- _Data to examine_:
####################
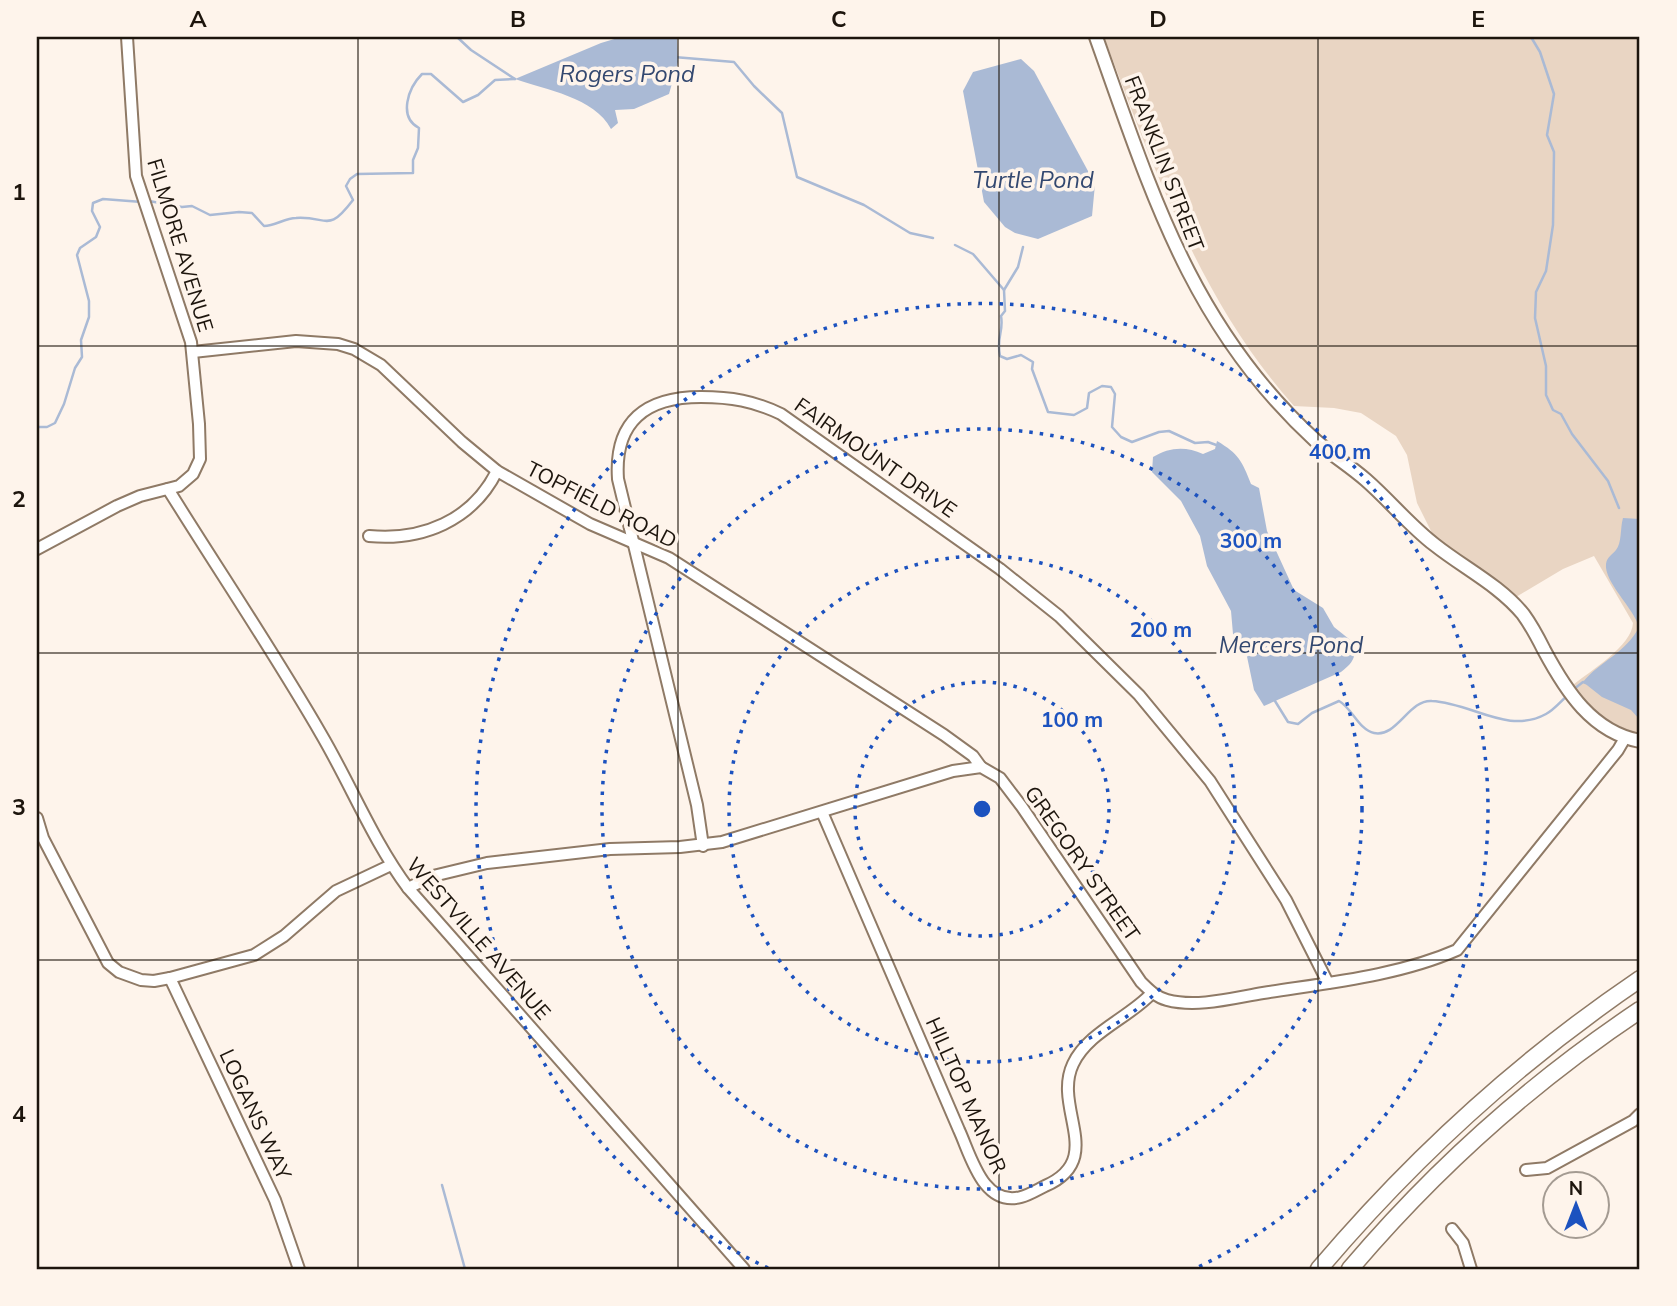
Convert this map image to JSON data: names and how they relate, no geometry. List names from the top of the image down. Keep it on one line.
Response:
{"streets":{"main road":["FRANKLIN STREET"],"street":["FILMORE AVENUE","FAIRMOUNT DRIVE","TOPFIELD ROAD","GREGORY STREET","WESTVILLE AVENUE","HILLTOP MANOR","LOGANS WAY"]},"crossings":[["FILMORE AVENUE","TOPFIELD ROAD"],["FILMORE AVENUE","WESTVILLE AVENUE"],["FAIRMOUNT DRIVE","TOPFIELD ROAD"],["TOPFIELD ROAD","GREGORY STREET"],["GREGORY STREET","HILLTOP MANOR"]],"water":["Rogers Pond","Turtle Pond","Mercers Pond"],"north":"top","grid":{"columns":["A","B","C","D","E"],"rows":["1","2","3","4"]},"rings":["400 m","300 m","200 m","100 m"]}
####################
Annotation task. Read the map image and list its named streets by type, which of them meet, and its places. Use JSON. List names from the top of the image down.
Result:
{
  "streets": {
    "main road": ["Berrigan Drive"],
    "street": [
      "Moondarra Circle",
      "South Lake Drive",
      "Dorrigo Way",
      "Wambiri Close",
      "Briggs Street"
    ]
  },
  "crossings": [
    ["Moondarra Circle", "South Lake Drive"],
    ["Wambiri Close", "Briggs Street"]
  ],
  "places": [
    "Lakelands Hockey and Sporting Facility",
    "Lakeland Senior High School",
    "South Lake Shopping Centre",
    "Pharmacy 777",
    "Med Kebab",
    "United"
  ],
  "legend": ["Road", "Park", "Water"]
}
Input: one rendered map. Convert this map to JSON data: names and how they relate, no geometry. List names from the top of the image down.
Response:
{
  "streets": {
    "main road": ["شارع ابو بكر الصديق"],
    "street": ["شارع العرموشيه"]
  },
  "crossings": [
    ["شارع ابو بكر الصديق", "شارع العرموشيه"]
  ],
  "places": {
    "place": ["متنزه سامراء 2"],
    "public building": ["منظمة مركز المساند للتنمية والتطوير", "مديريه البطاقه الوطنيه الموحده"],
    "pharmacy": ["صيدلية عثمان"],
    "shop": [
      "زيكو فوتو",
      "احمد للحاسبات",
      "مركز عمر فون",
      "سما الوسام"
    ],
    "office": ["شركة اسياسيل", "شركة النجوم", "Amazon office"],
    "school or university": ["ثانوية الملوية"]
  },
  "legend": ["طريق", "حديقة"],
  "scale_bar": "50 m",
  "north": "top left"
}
####################
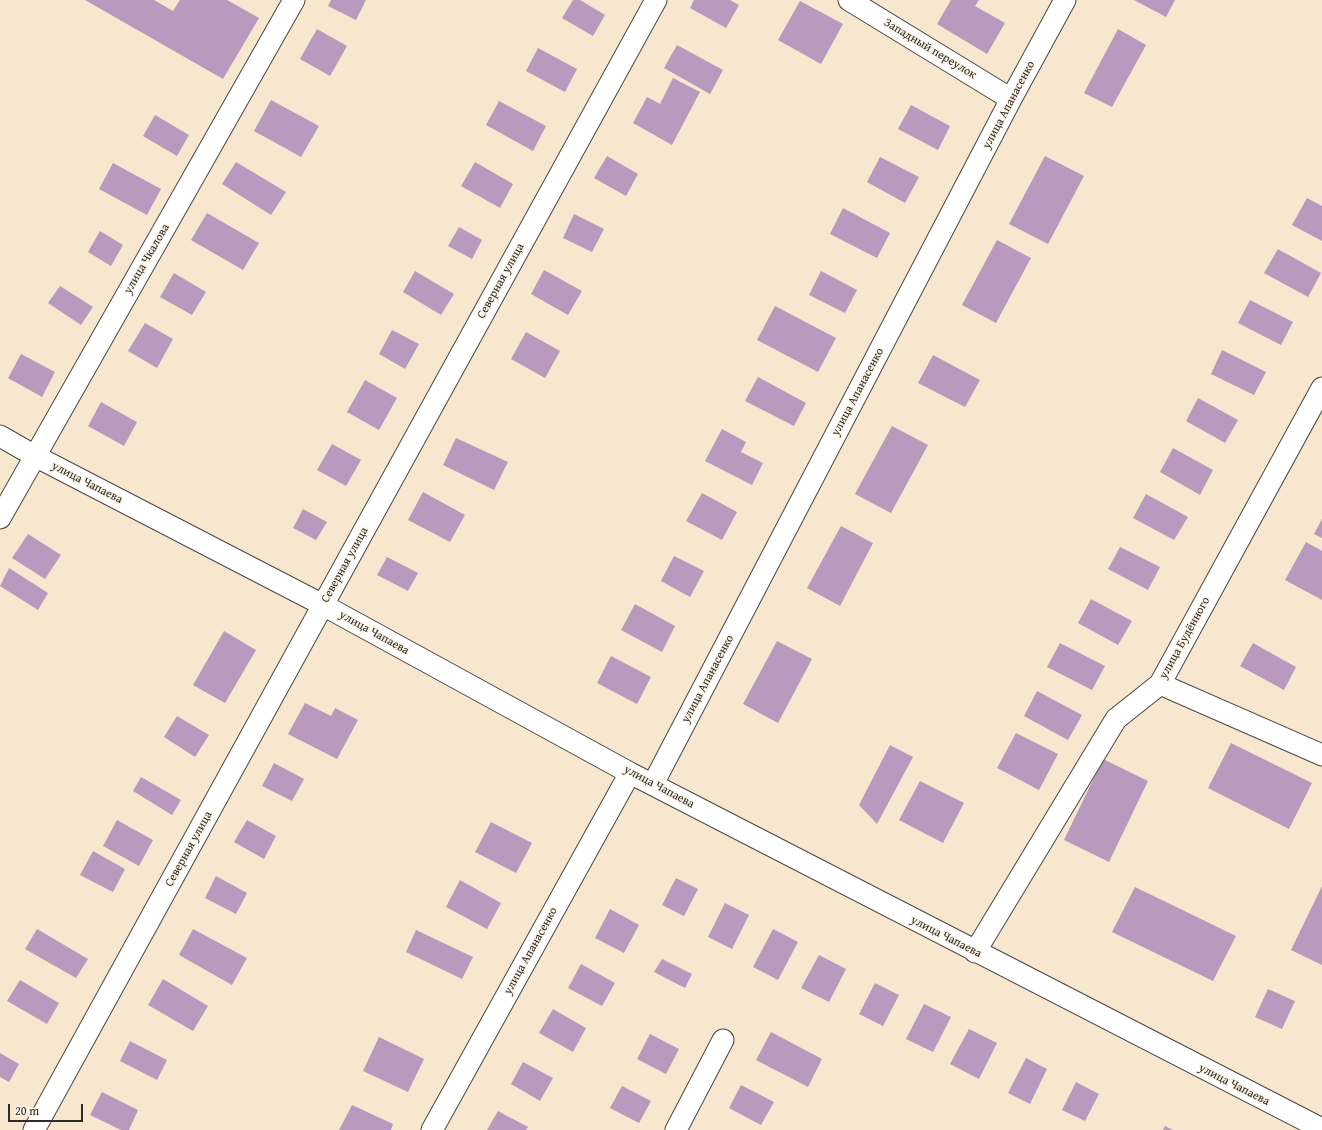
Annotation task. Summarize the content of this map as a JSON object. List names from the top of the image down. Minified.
####################
- _Problem to work on_: Work out how many lines in this material contain the string "task", and give that number alone.

- _Answer box_: 2